Overland Park is closer to finalizing new rules for “nuisance” parties within city limits following a deadly shooting earlier this year that took place at a home being used as a short-term vacation rental.
Driving the news: The Overland Park City Council’s Public Safety Committee on Wednesday approved city staff’s recommendation for a nuisance party ordinance.
- The measure defines a “nuisance” party as a social gathering of five or more people on a residential property that leads to criminal violations disturbing surrounding properties.
- The ordinance would allow the city to penalize residents who create a “disturbance of the quiet enjoyment of residential property,” according to city documents.

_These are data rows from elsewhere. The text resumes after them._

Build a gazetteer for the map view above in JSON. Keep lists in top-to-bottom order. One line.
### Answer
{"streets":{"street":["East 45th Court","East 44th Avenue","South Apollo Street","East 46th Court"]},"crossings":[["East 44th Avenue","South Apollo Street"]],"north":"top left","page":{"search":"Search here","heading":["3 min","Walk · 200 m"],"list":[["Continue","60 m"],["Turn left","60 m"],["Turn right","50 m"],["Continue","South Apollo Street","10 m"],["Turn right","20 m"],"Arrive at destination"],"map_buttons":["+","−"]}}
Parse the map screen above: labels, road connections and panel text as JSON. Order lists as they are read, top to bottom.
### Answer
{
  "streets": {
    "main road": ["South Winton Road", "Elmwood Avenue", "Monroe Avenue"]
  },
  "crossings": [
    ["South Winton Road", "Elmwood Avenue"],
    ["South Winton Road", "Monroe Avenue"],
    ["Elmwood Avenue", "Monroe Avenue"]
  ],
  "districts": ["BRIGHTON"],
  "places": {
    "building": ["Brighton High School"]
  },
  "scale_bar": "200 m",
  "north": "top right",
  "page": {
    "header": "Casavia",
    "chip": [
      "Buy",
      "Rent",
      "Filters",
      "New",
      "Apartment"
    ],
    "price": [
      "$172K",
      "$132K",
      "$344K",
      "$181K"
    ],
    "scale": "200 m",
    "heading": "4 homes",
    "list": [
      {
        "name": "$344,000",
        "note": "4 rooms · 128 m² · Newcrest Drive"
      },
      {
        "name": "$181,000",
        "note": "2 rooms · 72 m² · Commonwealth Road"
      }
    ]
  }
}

What led up to this: Discussion about such an ordinance in Overland Park started after a shooting in March at a short-term rental near 145th Street and Switzer Road that left a Wichita woman dead.
- A Topeka man was later charged with second-degree murder in the shooting, which took place amid a gathering of people — many of whom were from out of state — at the home which had been rented out for a birthday celebration.
- One month after the shooting, the city began discussing the possibility of regulating short-term rentals.
- A city-led survey to get community feedback on how to regulate the properties was conducted over the summer.
- In August, the results were presented to the city council, which found a nuisance party ordinance to be favorable among many residents.
The details: With the ordinance approved by the committee Wednesday, Overland Park Police could cite individuals present at a party for their conduct.
- The person renting the property or the owner of the property could also be subject to fines.
- If someone is cited, it would be classified as a misdemeanor that could result in up to a $500 fine and 30 days in jail.
- A total of 13 potential criminal violations are listed under the ordinance, including property damage, littering, discharging a firearm, trespassing on adjacent property and unlawful possession of alcohol.
Key quote: “While the purpose of this ordinance was to go after short-term rentals, it can also be used against actual homeowners if those houses are being used as party houses or long-term rentals, as well,” said Eric Blevins, Overland Park assistant city attorney.
Next steps for rental ordinances
Now that the ordinance received support from the committee, it will come before the Overland Park City Council for further consideration in the following months.
- If the ordinance wins final approval from the council, Overland Park Police will undertake an education and outreach program to notify some of the rental properties about the ordinance, Blevins said.
- It’s unclear how many short-term rentals there are in Overland Park: the citywide survey conducted earlier this summer found 102 short-term rentals, more than half of which were in single-family homes, but city officials said it was likely the survey did not turn up all the short-term rentals in the city.